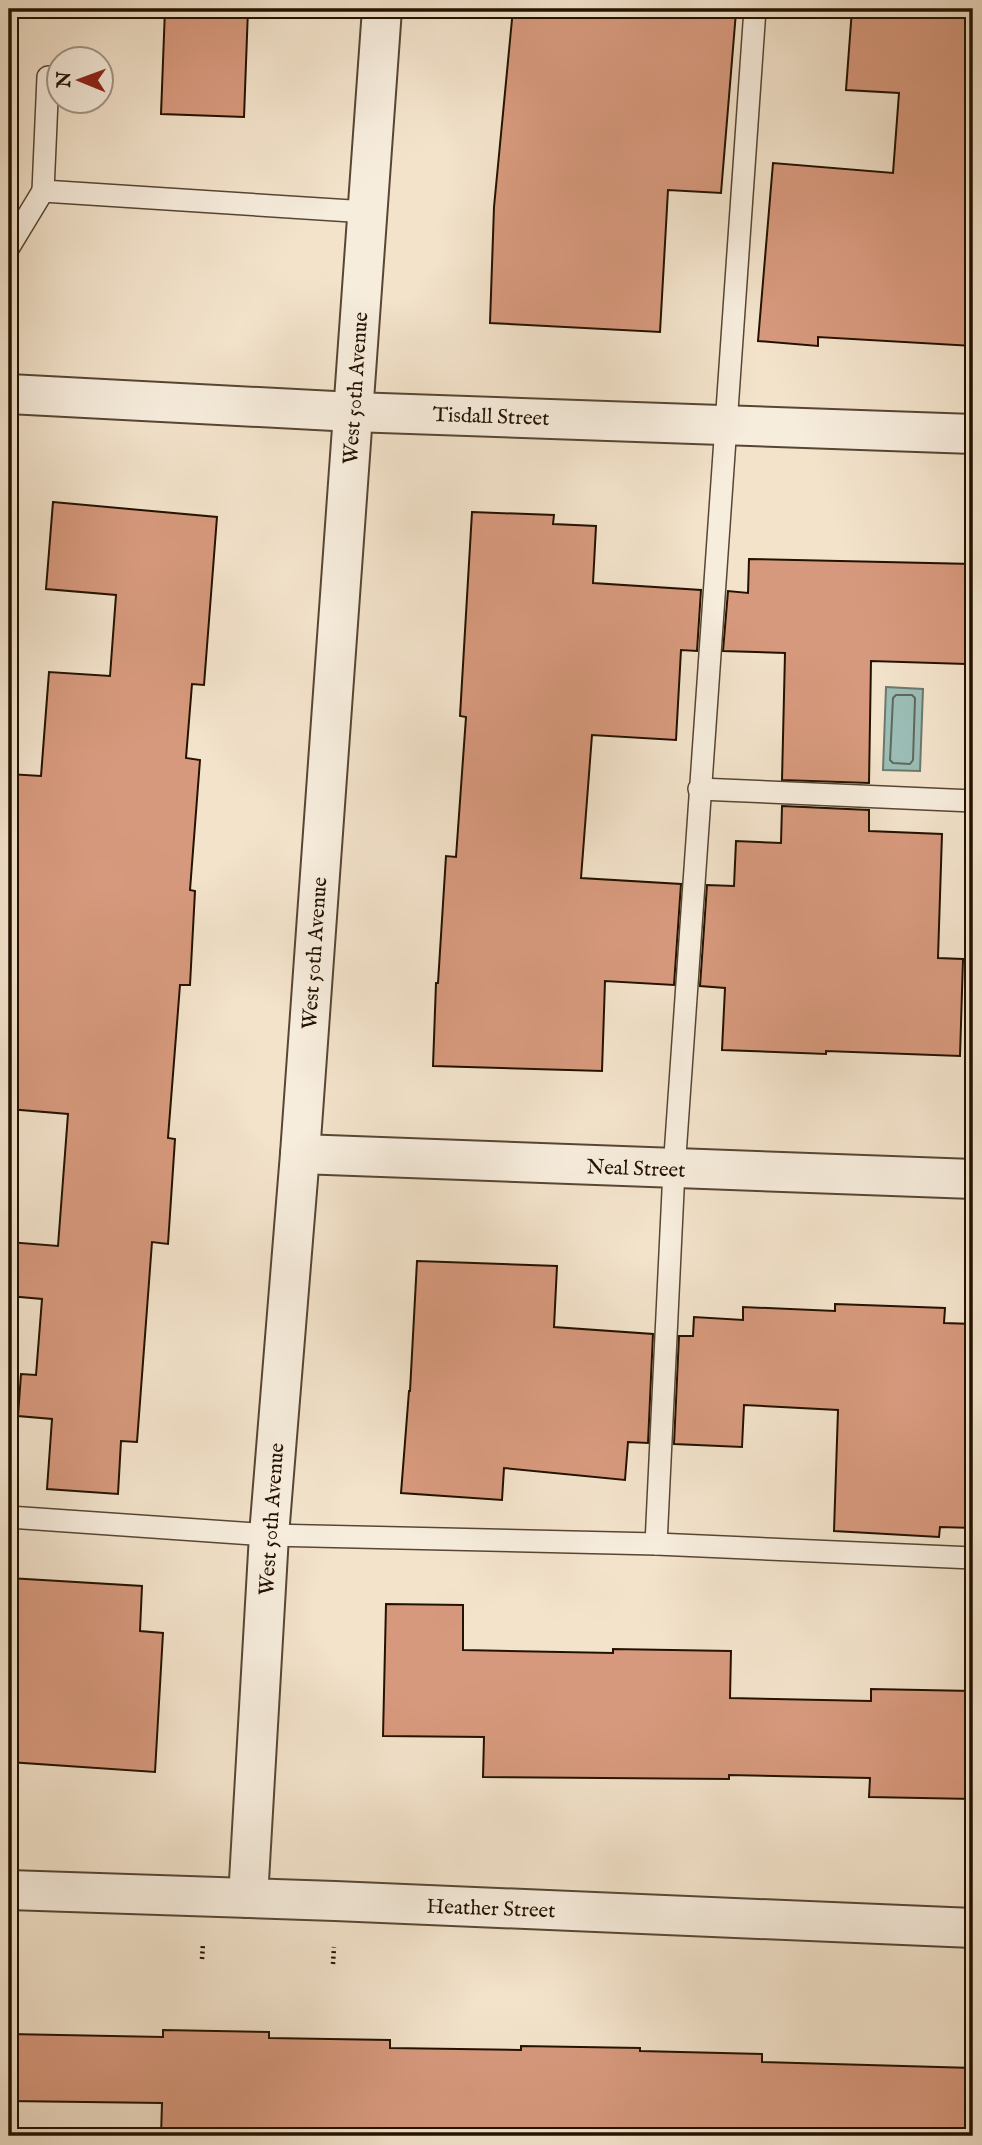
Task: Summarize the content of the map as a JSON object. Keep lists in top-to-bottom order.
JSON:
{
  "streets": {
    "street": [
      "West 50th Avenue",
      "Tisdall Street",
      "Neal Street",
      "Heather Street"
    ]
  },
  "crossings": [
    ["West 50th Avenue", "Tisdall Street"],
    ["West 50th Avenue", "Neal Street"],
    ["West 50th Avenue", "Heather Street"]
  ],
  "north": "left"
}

==

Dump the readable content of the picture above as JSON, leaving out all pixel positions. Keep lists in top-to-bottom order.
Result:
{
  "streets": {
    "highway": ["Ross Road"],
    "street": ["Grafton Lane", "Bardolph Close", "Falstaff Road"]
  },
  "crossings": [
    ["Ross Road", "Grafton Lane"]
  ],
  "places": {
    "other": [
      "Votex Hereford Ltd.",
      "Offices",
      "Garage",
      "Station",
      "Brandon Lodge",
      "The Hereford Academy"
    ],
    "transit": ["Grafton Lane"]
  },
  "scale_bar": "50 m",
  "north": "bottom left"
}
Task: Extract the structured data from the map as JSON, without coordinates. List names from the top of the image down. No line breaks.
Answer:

# TASK TO CARRY OUT
Your task is to copy each line of the data above that holds "order".

# RESPONSE FOR THIS EXERCISE
Task: Summarize the content of the map as a JSON object. Keep lists in top-to-bottom order.
Dump the readable content of the picture above as JSON, leaving out all pixel positions. Keep lists in top-to-bottom order.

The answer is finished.